> YOUR ASSIGNMENT: The lines to be extracted run from the start of the listing through the line containing "position:absolute; left:21px; top:21px;"; copy them exactly and nothing else.

++++ INPUT RECORDS ++++

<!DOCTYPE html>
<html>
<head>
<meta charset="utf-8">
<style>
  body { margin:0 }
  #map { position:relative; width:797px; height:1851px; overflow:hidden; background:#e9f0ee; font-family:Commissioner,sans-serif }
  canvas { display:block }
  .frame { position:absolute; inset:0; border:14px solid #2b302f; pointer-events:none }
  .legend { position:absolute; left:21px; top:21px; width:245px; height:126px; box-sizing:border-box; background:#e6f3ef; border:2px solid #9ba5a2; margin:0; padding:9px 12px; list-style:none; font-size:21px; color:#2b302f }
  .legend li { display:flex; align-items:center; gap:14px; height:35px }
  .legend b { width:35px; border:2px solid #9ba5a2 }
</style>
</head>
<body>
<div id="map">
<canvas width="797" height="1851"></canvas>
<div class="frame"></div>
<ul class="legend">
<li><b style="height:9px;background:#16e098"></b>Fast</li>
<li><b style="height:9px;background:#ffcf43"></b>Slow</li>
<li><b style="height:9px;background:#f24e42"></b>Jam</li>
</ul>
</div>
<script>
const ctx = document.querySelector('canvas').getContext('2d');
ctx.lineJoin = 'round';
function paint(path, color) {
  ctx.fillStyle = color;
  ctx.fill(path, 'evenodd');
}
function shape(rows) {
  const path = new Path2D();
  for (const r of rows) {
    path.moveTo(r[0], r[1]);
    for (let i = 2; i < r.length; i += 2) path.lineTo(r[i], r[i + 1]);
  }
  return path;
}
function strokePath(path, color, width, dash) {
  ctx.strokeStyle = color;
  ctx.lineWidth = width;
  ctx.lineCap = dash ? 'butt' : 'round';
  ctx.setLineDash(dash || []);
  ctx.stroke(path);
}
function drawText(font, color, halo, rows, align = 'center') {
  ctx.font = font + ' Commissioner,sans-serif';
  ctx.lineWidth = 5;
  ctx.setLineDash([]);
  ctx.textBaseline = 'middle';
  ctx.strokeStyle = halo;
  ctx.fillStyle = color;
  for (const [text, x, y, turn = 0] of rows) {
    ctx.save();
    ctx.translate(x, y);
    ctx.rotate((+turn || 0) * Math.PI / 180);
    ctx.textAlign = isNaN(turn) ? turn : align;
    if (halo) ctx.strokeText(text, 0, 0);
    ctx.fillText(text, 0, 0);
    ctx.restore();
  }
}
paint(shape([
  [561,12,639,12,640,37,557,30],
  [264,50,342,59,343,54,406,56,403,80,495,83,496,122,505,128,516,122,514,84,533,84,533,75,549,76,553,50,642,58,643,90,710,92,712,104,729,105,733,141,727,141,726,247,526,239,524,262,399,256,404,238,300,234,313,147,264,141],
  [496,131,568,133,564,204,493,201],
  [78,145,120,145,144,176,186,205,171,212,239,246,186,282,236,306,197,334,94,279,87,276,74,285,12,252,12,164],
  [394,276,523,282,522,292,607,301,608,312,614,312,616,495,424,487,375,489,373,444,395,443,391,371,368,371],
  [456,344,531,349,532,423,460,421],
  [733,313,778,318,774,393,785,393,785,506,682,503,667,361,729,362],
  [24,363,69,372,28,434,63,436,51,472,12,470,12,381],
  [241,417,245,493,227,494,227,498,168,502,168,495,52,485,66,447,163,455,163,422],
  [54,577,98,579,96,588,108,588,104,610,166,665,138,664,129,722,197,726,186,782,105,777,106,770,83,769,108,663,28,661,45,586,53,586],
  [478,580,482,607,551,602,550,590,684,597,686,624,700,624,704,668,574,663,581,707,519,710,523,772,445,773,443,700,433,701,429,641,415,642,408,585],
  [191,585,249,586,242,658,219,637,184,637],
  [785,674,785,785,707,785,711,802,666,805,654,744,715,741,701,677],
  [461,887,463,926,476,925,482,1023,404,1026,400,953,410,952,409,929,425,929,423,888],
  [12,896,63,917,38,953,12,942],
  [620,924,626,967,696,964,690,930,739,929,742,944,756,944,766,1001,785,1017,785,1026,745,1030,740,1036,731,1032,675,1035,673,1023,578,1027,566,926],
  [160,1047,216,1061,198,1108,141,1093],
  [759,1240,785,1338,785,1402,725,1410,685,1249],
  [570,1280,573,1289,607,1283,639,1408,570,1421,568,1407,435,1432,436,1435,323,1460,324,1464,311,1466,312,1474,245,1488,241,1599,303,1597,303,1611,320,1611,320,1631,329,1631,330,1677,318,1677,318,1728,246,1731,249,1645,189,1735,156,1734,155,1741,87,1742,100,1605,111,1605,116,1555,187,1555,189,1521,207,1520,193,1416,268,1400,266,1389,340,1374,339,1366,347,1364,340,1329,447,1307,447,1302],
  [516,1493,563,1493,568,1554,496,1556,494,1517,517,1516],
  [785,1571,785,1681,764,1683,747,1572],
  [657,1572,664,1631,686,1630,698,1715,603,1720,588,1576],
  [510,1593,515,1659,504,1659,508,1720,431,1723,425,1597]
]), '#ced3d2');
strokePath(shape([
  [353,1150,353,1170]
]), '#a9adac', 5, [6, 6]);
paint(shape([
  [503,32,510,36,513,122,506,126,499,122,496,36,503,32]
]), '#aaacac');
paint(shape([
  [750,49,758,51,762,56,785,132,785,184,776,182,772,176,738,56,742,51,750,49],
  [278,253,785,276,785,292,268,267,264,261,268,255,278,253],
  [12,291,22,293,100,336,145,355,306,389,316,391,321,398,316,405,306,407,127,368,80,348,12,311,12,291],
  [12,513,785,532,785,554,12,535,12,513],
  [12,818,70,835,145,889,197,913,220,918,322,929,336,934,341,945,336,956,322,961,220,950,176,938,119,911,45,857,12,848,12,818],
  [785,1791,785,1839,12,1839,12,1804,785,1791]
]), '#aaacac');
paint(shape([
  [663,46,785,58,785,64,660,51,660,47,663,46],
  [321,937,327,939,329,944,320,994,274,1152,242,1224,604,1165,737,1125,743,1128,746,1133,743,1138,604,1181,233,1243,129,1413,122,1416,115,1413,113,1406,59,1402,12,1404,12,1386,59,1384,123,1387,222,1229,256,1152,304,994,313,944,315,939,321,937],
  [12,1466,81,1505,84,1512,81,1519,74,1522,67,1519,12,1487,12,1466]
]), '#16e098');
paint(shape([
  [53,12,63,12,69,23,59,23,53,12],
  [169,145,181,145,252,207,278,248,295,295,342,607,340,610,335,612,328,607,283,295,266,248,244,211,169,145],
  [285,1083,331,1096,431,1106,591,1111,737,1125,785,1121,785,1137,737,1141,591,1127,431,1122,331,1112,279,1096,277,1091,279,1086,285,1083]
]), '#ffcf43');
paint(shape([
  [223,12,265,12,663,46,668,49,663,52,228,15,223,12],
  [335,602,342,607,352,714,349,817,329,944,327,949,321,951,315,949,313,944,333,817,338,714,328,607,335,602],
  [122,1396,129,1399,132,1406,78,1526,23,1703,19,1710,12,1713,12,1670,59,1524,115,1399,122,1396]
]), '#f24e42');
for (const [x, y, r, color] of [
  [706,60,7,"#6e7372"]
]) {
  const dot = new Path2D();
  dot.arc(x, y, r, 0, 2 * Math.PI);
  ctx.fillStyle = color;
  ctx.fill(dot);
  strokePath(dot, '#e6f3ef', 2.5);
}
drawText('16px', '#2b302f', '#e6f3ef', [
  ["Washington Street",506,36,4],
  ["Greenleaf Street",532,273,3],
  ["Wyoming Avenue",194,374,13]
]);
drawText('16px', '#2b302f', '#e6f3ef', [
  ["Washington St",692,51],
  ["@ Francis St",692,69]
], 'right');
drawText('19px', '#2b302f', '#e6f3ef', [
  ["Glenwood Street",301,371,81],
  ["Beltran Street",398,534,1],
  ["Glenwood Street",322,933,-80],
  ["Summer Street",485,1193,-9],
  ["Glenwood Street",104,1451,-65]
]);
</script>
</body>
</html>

++++

> RESPONSE AREA:
<!DOCTYPE html>
<html>
<head>
<meta charset="utf-8">
<style>
  body { margin:0 }
  #map { position:relative; width:797px; height:1851px; overflow:hidden; background:#e9f0ee; font-family:Commissioner,sans-serif }
  canvas { display:block }
  .frame { position:absolute; inset:0; border:14px solid #2b302f; pointer-events:none }
  .legend { position:absolute; left:21px; top:21px; width:245px; height:126px; box-sizing:border-box; background:#e6f3ef; border:2px solid #9ba5a2; margin:0; padding:9px 12px; list-style:none; font-size:21px; color:#2b302f }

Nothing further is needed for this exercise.